I do like "Super Bowel" however.

Charles


-----Original Message-----
From: IBM Mainframe Discussion List [mailto:IBM-MAIN@LISTSERV.UA.EDU] On Behalf 
Of Edward Gould
Sent: Wednesday, June 7, 2017 8:45 AM
To: IBM-MAIN@LISTSERV.UA.EDU
Subject: Re: Nice article about MF and Government

> On Jun 7, 2017, at 7:38 AM, Knutson, Samuel <samuel.knut...@compuware.com> 
> wrote:
> 
> The article is I think useful and addresses the critical need to wisely 
> modernize on the mainframe platform where it serves citizens today in the USA.
> 
> https://www.fedscoop.com/what-is-legacy-it-and-how-scared-should-we-be
> -of-it/
> 
> It wasn't written by just any person from Compuware but the CEO Chris 
> O'Malley.   Chris has been a mainframe champion for years, drove the 
> turnaround of the mainframe products at CA with Mainframe 2.0 and is a 
> formidable leader.  It's no surprise that I followed Chris to Compuware.   
> You can find him on Twitter https://twitter.com/chris_t_omalley and LinkenIn 
> where he blogs often about the mainframe and more  
> https://www.linkedin.com/in/christophertomalley   Chris writes his own blogs 
> and tweets and is a fierce advocate for mainframe.

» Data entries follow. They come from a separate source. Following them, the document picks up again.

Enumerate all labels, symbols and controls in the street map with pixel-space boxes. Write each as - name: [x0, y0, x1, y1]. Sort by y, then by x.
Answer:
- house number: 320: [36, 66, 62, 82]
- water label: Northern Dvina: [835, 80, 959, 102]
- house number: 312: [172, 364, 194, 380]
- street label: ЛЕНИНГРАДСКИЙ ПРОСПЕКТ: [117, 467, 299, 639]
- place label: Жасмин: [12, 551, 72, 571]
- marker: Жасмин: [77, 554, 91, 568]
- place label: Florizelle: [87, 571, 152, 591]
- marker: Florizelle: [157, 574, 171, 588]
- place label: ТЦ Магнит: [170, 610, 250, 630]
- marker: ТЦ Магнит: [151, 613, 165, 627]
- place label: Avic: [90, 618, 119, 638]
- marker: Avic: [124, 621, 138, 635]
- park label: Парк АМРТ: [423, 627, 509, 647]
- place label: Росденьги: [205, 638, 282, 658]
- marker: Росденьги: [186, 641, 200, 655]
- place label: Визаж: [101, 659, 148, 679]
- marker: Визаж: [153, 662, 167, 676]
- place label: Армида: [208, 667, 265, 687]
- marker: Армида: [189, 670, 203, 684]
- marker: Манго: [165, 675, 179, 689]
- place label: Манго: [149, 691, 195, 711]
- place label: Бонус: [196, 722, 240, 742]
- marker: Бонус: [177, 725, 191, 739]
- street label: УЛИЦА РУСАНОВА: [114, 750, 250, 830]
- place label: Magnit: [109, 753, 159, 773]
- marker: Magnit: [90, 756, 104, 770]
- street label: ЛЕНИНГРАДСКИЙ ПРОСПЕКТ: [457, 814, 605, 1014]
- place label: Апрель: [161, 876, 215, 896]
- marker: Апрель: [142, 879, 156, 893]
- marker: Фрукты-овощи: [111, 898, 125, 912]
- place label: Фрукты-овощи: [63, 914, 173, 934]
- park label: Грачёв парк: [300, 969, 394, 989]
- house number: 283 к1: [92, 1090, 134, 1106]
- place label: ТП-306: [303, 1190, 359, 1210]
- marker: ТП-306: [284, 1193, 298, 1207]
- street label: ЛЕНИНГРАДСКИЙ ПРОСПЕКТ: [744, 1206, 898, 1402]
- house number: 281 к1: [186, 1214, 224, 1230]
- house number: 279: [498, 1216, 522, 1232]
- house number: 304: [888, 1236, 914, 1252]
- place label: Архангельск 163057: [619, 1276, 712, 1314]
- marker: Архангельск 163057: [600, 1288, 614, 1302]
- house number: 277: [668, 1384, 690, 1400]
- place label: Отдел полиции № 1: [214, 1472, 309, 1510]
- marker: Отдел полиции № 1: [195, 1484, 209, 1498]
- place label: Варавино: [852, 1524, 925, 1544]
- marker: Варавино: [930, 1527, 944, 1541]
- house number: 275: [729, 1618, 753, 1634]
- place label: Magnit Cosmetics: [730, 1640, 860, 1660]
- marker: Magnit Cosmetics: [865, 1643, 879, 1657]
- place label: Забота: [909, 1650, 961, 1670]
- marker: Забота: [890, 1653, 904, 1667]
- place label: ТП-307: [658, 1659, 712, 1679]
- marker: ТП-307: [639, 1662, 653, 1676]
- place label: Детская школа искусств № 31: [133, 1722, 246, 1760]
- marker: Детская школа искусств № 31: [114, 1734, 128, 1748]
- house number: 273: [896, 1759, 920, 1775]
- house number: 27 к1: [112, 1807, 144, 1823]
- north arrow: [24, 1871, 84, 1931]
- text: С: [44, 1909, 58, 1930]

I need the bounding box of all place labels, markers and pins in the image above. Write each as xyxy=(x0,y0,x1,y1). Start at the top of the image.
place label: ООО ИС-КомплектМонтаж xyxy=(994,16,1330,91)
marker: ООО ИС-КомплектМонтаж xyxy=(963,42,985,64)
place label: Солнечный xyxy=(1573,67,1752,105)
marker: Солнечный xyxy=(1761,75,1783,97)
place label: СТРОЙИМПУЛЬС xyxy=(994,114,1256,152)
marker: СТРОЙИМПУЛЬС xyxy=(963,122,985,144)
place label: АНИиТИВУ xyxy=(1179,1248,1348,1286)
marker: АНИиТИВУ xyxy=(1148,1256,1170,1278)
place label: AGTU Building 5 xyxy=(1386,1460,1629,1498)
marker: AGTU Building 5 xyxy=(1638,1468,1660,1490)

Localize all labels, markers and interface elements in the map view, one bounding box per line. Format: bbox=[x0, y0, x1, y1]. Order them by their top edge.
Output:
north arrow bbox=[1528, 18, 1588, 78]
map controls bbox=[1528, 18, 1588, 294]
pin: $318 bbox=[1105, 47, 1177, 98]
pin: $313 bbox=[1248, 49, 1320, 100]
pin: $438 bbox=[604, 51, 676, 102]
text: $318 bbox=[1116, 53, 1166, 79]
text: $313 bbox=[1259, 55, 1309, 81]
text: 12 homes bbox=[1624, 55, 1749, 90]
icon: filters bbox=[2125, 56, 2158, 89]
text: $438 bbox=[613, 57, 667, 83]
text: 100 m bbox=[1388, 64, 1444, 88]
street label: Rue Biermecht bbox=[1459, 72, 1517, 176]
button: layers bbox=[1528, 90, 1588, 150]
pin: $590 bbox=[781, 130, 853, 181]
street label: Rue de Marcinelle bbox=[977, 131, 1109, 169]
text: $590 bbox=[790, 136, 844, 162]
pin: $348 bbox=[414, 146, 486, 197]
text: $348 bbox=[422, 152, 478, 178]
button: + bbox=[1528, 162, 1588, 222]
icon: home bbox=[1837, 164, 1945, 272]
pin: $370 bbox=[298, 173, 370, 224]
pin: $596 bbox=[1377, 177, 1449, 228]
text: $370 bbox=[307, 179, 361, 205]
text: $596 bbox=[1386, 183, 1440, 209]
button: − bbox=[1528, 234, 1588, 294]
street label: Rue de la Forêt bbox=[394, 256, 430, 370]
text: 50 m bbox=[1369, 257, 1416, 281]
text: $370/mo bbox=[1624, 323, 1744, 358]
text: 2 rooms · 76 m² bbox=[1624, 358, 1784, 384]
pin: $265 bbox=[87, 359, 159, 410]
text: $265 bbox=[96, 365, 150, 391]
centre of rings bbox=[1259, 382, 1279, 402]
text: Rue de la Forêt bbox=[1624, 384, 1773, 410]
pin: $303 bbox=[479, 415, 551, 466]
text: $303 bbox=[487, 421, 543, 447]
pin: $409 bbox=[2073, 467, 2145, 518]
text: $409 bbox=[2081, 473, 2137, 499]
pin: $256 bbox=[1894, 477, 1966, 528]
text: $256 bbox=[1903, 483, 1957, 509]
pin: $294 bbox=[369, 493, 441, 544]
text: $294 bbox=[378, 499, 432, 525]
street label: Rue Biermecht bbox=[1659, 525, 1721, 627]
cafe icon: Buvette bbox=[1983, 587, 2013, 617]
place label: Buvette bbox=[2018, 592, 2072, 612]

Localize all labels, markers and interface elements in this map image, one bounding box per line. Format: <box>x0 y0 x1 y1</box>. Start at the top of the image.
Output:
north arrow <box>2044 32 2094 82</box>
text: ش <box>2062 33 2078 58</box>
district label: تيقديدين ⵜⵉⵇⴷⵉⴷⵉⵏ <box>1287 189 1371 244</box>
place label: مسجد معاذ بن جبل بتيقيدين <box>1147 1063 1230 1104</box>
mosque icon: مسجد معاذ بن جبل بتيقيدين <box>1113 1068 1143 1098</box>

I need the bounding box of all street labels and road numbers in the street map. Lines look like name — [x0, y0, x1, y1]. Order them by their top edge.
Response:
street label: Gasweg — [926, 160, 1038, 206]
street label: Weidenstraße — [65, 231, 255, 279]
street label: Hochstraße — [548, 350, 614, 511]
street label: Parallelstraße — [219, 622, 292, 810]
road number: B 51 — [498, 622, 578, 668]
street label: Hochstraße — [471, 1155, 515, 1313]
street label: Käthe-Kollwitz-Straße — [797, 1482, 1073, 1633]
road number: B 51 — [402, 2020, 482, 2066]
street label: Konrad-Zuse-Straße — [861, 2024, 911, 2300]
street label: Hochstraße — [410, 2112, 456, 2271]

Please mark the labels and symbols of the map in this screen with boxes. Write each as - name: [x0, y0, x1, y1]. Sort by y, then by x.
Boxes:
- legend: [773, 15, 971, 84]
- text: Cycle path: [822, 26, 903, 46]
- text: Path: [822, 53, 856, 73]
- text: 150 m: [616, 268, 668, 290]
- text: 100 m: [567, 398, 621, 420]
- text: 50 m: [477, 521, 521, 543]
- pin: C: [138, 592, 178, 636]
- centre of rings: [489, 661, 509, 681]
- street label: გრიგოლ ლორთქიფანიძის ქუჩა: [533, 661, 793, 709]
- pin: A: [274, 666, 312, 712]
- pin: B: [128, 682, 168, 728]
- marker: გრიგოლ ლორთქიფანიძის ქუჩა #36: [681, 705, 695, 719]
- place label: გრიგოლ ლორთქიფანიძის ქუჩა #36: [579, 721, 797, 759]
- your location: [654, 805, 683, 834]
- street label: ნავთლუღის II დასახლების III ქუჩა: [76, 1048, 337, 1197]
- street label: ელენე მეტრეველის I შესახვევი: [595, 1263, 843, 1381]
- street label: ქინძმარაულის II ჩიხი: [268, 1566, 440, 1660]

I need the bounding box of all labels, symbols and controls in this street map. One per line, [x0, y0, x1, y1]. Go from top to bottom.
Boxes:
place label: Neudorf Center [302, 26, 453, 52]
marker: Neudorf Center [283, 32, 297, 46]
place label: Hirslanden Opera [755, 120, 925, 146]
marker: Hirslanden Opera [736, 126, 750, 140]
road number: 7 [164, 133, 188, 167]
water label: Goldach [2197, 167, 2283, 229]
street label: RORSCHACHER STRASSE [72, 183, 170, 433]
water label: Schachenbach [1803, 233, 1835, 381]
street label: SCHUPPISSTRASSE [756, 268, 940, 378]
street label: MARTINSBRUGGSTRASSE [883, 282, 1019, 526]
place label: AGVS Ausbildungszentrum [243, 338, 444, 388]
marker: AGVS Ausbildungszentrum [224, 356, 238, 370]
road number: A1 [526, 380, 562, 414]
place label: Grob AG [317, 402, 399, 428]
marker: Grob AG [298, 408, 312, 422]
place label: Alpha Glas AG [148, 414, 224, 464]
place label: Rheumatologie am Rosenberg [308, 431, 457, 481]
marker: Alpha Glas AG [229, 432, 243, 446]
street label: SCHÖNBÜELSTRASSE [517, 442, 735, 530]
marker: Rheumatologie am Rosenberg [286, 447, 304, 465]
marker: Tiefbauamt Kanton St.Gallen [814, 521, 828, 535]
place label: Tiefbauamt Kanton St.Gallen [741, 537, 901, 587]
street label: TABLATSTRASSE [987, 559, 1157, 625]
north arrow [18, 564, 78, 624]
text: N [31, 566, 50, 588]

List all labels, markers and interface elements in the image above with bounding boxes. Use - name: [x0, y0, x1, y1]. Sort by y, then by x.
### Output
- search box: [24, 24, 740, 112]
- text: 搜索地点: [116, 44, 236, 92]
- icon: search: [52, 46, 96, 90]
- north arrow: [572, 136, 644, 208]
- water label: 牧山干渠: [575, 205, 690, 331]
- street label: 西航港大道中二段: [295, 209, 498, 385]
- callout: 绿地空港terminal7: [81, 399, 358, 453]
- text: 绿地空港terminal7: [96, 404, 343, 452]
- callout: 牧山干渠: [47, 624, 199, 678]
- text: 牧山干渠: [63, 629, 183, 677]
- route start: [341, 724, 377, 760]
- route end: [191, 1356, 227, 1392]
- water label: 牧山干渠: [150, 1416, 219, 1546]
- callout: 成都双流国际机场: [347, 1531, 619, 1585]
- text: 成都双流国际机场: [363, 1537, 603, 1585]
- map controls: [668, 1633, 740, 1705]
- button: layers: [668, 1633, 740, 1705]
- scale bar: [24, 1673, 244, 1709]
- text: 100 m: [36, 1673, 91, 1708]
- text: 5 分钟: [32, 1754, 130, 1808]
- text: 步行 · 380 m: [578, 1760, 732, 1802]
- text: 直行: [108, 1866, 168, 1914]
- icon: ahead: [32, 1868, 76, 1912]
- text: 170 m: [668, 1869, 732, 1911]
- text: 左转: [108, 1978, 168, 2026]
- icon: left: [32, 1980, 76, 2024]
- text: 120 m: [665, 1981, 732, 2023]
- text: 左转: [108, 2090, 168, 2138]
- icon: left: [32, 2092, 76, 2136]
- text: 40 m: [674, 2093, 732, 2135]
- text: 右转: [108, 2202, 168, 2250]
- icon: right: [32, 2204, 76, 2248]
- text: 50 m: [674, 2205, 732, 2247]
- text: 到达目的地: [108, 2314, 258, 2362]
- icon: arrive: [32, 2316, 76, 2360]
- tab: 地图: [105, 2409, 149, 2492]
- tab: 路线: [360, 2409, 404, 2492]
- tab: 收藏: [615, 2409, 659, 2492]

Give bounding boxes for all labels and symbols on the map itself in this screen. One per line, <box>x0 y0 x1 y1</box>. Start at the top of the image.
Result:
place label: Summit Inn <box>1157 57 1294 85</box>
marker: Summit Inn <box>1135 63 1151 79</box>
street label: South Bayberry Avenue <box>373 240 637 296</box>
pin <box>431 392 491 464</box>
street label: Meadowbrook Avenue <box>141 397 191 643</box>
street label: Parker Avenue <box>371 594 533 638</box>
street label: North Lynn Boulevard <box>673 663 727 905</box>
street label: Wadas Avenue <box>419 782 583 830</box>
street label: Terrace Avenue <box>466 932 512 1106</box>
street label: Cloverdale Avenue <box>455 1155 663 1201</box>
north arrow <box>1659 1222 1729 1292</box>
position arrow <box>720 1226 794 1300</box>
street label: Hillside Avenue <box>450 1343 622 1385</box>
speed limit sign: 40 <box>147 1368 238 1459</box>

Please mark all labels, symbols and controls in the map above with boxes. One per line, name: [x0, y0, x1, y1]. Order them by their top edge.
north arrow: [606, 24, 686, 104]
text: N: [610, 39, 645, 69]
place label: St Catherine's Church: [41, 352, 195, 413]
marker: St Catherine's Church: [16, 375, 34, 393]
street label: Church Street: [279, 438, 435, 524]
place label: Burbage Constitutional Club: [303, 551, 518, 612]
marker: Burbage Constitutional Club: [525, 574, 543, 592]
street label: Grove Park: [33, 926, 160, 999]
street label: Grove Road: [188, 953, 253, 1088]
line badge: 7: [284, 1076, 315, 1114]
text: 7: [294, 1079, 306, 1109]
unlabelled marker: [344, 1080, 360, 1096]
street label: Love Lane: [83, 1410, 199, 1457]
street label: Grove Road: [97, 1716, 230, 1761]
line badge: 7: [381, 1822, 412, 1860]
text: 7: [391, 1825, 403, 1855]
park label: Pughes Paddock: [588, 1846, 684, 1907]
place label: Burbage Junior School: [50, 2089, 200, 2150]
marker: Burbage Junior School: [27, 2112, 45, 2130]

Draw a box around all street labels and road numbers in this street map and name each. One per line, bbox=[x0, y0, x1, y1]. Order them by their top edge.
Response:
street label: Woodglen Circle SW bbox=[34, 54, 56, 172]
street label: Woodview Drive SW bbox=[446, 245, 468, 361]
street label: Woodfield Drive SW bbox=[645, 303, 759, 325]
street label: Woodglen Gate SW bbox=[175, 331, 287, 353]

While I do not know Chris O’Malley, he may be a fine person, I do not know. 
Having said that COMPUWARE has and always had a strong hold on certain parts of 
the MF market, until about 30 years ago was to a point of being greedy. One of 
the installations I worked at was a major bank and they were always grossing 
about COMPUWARE costs. One January  (long time ago) Compare had an ad on TV 
during the Super Bowl. That is what it took to break the camels back, Our 
management was so MAD that the Monday after the game we were all summoned into 
a meeting and were told in no uncertain terms to get rid of all COMPUWARE 
products and telling us it had to be done soon! We walked out of the meeting 
pretty amazed as nothing like this had ever happened before. We started in 
immediately calling vendors and one of our European subsideraries came up with 
product X. We called the vendor immediately and got pricing which was 
fantastically inexpensive. We ordered a trial and tested it out and nothing we 
could throw at it could not faze it. Plug compatible down to a dime. We bought 
a license and installed it on one of our machines and they (the end users) 
couldn’t tell the difference. Upper management was ecstatic. All our bosses got 
a little bit extra in bonuses that year. I didn’t witness the conversations 
with the Compuware people but they were not happy. It was the most smoothest 
conversions ever I have witnessed. That will teach COMPUWARE about spending our 
money on Super Bowel advertisements paid with our money.